05:20— C'est notre nouvel environnement. Maintenant, dans une scène de crime, quelle qu'elle soit, il y a plus de traces numériques que de traces classiques.
05:27Nous sommes entourés du numérique, de nos téléphones portables, tout ce qui peut y avoir est fait de numérique.
05:34En l'espèce, ce sont tous les bornages qu'il y a pu y avoir dans l'environnement de ce village.
05:41Il y a plusieurs bornes, et on les prend toutes parce qu'elles peuvent s'échanger les unes des autres.

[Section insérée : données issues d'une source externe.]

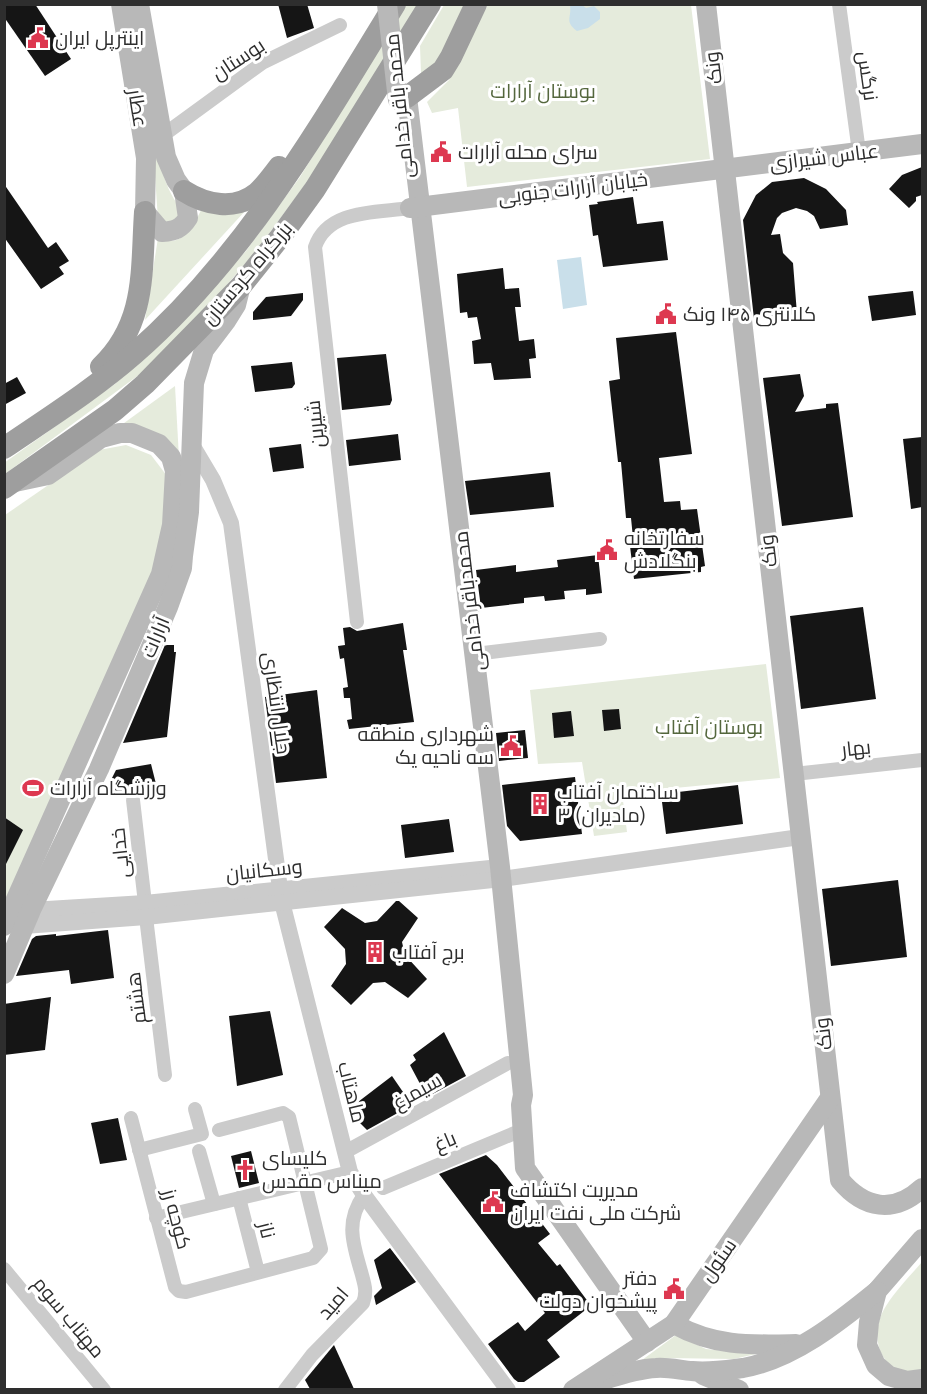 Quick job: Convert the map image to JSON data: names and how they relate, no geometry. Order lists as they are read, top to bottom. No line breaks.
{"streets":{"highway":["بزرگراه کردستان"],"main road":["ونک","محمد باقر خدامی","عطار","عباس شیرازی","خیابان آرارات جنوبی","محمدباقر خدامی","آرارات","سئول"],"street":["بوستان","نرگس","شیرین","جلال انتظاری","بهار","خدایی","هشتم","سیمرغ","ماهتاب","باغ","کوچه رز","ناز","امید","مهتاب سوم"]},"crossings":[["بوستان","عطار"],["ونک","عباس شیرازی"],["ونک","خیابان آرارات جنوبی"],["ونک","بهار"],["ونک","سئول"],["نرگس","عباس شیرازی"],["محمد باقر خدامی","بزرگراه کردستان"],["محمد باقر خدامی","محمدباقر خدامی"],["عباس شیرازی","خیابان آرارات جنوبی"],["خیابان آرارات جنوبی","شیرین"],["خیابان آرارات جنوبی","محمدباقر خدامی"],["بزرگراه کردستان","آرارات"],["شیرین","محمدباقر خدامی"],["محمدباقر خدامی","سیمرغ"],["محمدباقر خدامی","باغ"],["محمدباقر خدامی","سئول"],["آرارات","جلال انتظاری"],["جلال انتظاری","ماهتاب"],["خدایی","هشتم"],["سیمرغ","ماهتاب"],["ماهتاب","امید"],["کوچه رز","ناز"]],"parks":["بوستان آرارات","بوستان آفتاب"],"places":{"public building":["اینترپل ایران","سرای محله آرارات","کلانتری ۱۴۵ ونک","سفارتخانه بنگلادش","شهرداری منطقه سه ناحیه یک","مدیریت اکتشاف شرکت ملی نفت ایران","دفتر پیشخوان دولت"],"sports":["ورزشگاه آرارات"],"building":["ساختمان آفتاب ۳ (مادیران)","برج آفتاب"],"church":["کلیسای میناس مقدس"]}} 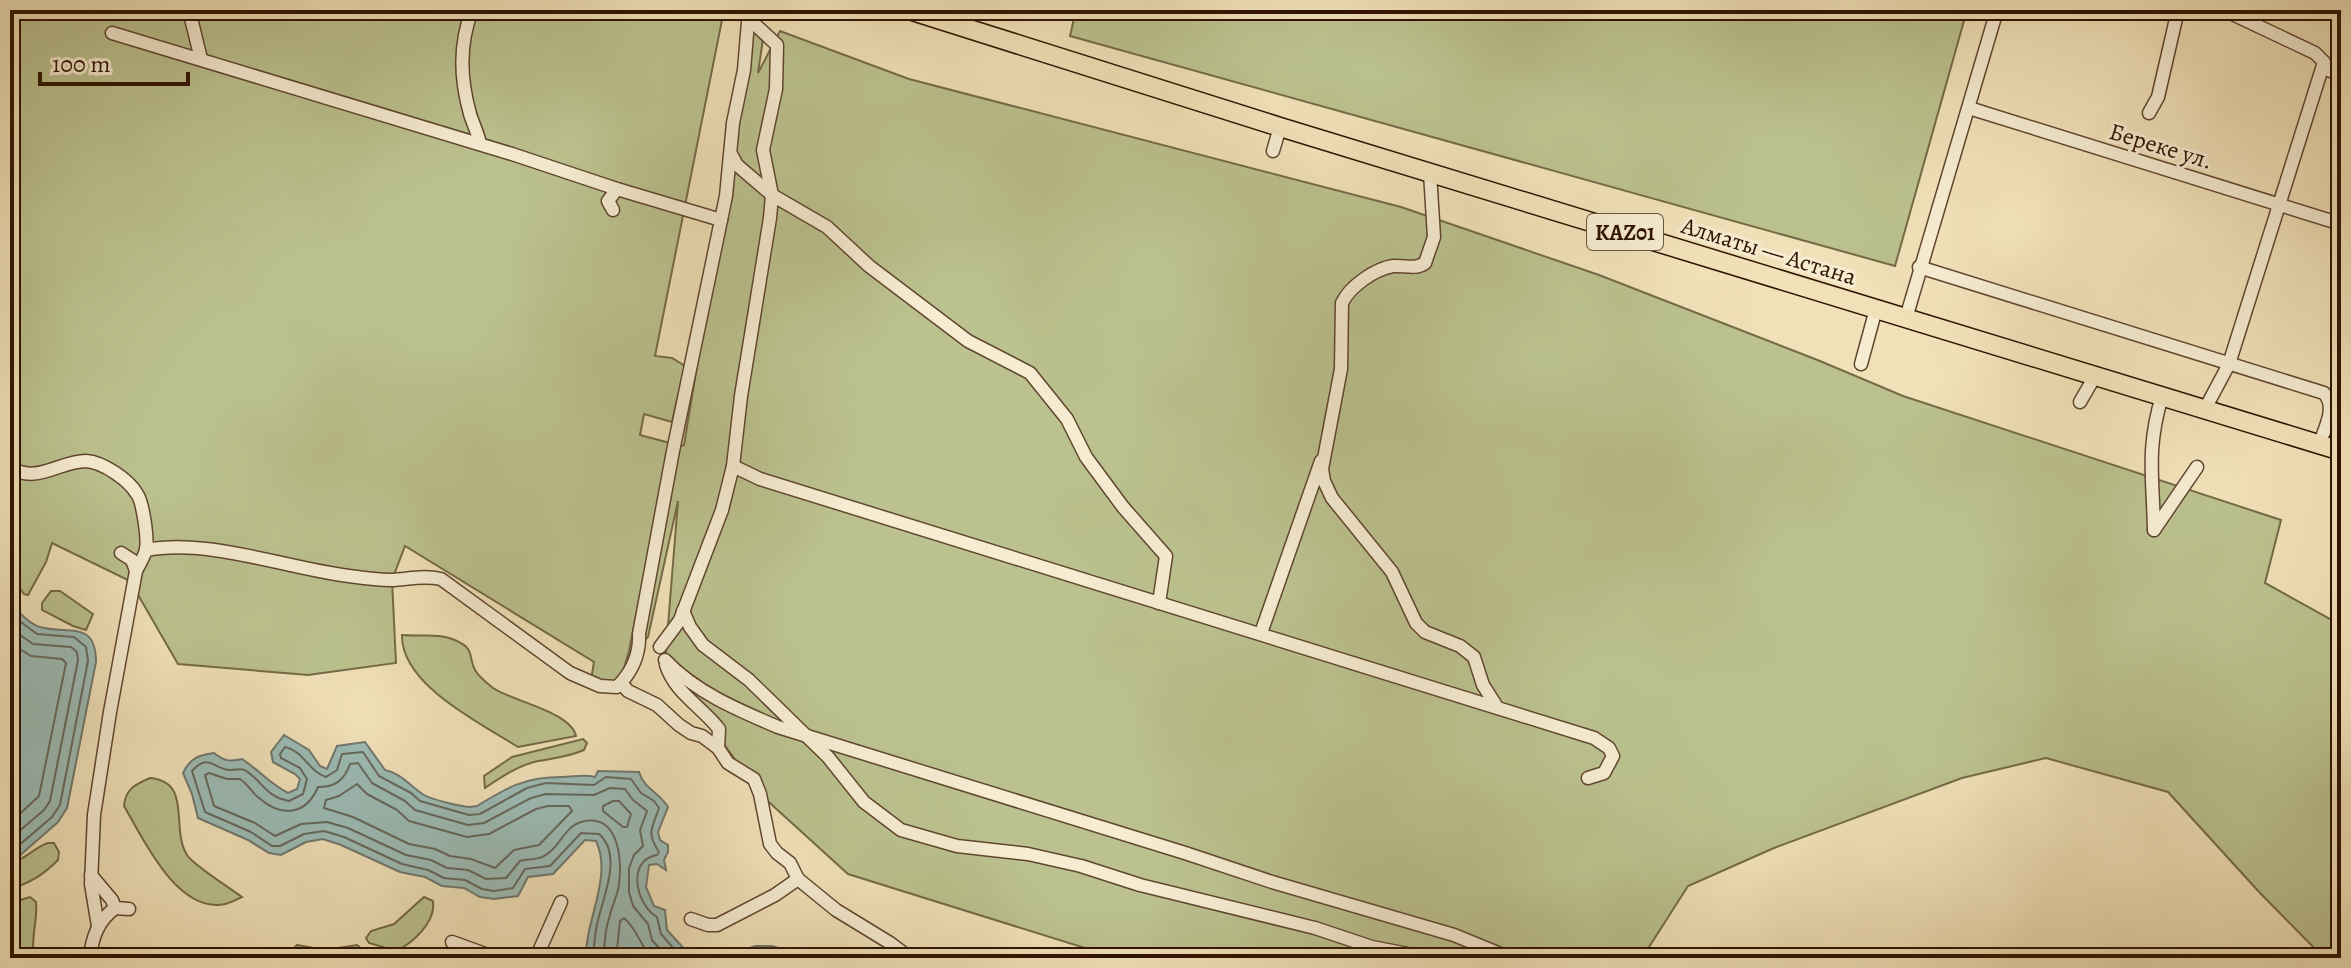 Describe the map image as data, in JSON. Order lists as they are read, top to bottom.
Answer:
{
  "streets": {
    "highway": ["KАZ01", "Алматы — Астана"],
    "street": ["Береке ул."]
  },
  "scale_bar": "100 m"
}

05:46Il y en a une qui est saturée. Elle renvoie à une autre borne. Donc on sait qu'il y a...
05:51— C'est comme ça qu'on détecte toute personne qui pouvait être à proximité du lieu à un moment donné.
05:55— En fait, on détecte toute carte SIM qui a borné avec une des bornes. Ça ne veut pas forcément dire qu'elle est au plus près.
06:05C'est le problème du bornage. Ça donne un environnement global. Il faut aller plus loin.
06:10C'est pour ça que toutes ces données doivent être analysées. Elles sont reçues de manière brute après une réquisition auprès des opérateurs.
06:18Les experts du numérique, les classes, il faut faire déterminer le jour, l'heure et la borne.
06:27— Donc on cherche une aiguille dans une botte de foin. — On cherche une aiguille dans une botte de foin.
06:30Et quand on a ça, c'est identifier la carte SIM, la personne qui possède ce téléphone ou le véhicule, parce qu'ils ont des cartes SIM GPS.
06:40Et après, les amener à la personne. Et ce n'est que dans le téléphone ou dans le véhicule qu'on arrivera à faire la géolocalisation.
06:49— D'où les perquisitions. — D'où les perquisitions. Et le fait qu'on prenne chaque fois les téléphones,
06:54parce que là, c'est ce qui va permettre de retracer tout ce qu'avait pu faire une personne sur 6 mois, 1 mois, 2 ans, 3 ans, 4 ans avant.